[[ Extracted material, beginning ]]

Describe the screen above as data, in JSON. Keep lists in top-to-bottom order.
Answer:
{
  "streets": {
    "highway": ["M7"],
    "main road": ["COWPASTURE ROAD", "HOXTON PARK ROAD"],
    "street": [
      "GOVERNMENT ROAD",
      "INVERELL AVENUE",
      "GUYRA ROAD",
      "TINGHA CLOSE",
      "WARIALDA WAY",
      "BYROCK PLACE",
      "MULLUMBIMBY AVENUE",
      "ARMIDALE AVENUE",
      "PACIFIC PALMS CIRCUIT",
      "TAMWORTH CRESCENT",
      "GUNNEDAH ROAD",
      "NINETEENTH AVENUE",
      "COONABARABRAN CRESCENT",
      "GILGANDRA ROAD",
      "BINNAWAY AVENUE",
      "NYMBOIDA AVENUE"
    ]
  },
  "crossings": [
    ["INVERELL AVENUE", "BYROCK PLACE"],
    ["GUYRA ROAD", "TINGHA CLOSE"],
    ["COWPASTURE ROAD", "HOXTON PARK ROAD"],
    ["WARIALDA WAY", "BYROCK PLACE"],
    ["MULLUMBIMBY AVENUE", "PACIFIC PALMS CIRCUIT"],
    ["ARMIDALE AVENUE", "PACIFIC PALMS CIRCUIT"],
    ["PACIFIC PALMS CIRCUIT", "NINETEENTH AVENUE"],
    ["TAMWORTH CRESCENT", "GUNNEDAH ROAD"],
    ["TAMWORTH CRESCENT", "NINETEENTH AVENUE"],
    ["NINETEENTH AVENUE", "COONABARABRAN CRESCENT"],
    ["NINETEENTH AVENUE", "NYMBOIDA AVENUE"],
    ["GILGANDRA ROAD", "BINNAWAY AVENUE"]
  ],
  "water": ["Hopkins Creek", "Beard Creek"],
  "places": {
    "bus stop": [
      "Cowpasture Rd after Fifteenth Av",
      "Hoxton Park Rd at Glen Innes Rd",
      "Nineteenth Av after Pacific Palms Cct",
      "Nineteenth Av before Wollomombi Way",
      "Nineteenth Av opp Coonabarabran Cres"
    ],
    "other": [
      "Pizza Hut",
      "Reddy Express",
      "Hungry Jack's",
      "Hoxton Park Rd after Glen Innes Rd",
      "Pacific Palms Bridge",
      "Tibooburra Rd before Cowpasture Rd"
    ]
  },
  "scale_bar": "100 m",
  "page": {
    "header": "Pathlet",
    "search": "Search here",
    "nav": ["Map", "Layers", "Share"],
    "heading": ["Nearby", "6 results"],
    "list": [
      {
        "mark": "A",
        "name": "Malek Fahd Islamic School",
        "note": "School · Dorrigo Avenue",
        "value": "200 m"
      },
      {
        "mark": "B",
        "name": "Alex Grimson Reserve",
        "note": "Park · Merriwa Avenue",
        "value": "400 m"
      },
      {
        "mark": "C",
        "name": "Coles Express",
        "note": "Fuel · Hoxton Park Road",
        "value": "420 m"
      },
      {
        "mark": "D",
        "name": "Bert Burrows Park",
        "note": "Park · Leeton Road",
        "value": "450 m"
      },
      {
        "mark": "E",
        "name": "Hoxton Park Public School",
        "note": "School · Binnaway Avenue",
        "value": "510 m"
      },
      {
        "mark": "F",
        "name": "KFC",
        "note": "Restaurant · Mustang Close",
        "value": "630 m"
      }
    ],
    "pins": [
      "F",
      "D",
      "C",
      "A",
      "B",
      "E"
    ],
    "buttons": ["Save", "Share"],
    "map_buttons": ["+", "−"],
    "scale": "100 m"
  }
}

[[ Extracted material, end ]]

*Your goal*. Each record needs to be copied out again, letter for letter.

*Result*.
Describe the screen above as data, in JSON. Keep lists in top-to-bottom order.
Answer:
{
  "streets": {
    "highway": ["M7"],
    "main road": ["COWPASTURE ROAD", "HOXTON PARK ROAD"],
    "street": [
      "GOVERNMENT ROAD",
      "INVERELL AVENUE",
      "GUYRA ROAD",
      "TINGHA CLOSE",
      "WARIALDA WAY",
      "BYROCK PLACE",
      "MULLUMBIMBY AVENUE",
      "ARMIDALE AVENUE",
      "PACIFIC PALMS CIRCUIT",
      "TAMWORTH CRESCENT",
      "GUNNEDAH ROAD",
      "NINETEENTH AVENUE",
      "COONABARABRAN CRESCENT",
      "GILGANDRA ROAD",
      "BINNAWAY AVENUE",
      "NYMBOIDA AVENUE"
    ]
  },
  "crossings": [
    ["INVERELL AVENUE", "BYROCK PLACE"],
    ["GUYRA ROAD", "TINGHA CLOSE"],
    ["COWPASTURE ROAD", "HOXTON PARK ROAD"],
    ["WARIALDA WAY", "BYROCK PLACE"],
    ["MULLUMBIMBY AVENUE", "PACIFIC PALMS CIRCUIT"],
    ["ARMIDALE AVENUE", "PACIFIC PALMS CIRCUIT"],
    ["PACIFIC PALMS CIRCUIT", "NINETEENTH AVENUE"],
    ["TAMWORTH CRESCENT", "GUNNEDAH ROAD"],
    ["TAMWORTH CRESCENT", "NINETEENTH AVENUE"],
    ["NINETEENTH AVENUE", "COONABARABRAN CRESCENT"],
    ["NINETEENTH AVENUE", "NYMBOIDA AVENUE"],
    ["GILGANDRA ROAD", "BINNAWAY AVENUE"]
  ],
  "water": ["Hopkins Creek", "Beard Creek"],
  "places": {
    "bus stop": [
      "Cowpasture Rd after Fifteenth Av",
      "Hoxton Park Rd at Glen Innes Rd",
      "Nineteenth Av after Pacific Palms Cct",
      "Nineteenth Av before Wollomombi Way",
      "Nineteenth Av opp Coonabarabran Cres"
    ],
    "other": [
      "Pizza Hut",
      "Reddy Express",
      "Hungry Jack's",
      "Hoxton Park Rd after Glen Innes Rd",
      "Pacific Palms Bridge",
      "Tibooburra Rd before Cowpasture Rd"
    ]
  },
  "scale_bar": "100 m",
  "page": {
    "header": "Pathlet",
    "search": "Search here",
    "nav": ["Map", "Layers", "Share"],
    "heading": ["Nearby", "6 results"],
    "list": [
      {
        "mark": "A",
        "name": "Malek Fahd Islamic School",
        "note": "School · Dorrigo Avenue",
        "value": "200 m"
      },
      {
        "mark": "B",
        "name": "Alex Grimson Reserve",
        "note": "Park · Merriwa Avenue",
        "value": "400 m"
      },
      {
        "mark": "C",
        "name": "Coles Express",
        "note": "Fuel · Hoxton Park Road",
        "value": "420 m"
      },
      {
        "mark": "D",
        "name": "Bert Burrows Park",
        "note": "Park · Leeton Road",
        "value": "450 m"
      },
      {
        "mark": "E",
        "name": "Hoxton Park Public School",
        "note": "School · Binnaway Avenue",
        "value": "510 m"
      },
      {
        "mark": "F",
        "name": "KFC",
        "note": "Restaurant · Mustang Close",
        "value": "630 m"
      }
    ],
    "pins": [
      "F",
      "D",
      "C",
      "A",
      "B",
      "E"
    ],
    "buttons": ["Save", "Share"],
    "map_buttons": ["+", "−"],
    "scale": "100 m"
  }
}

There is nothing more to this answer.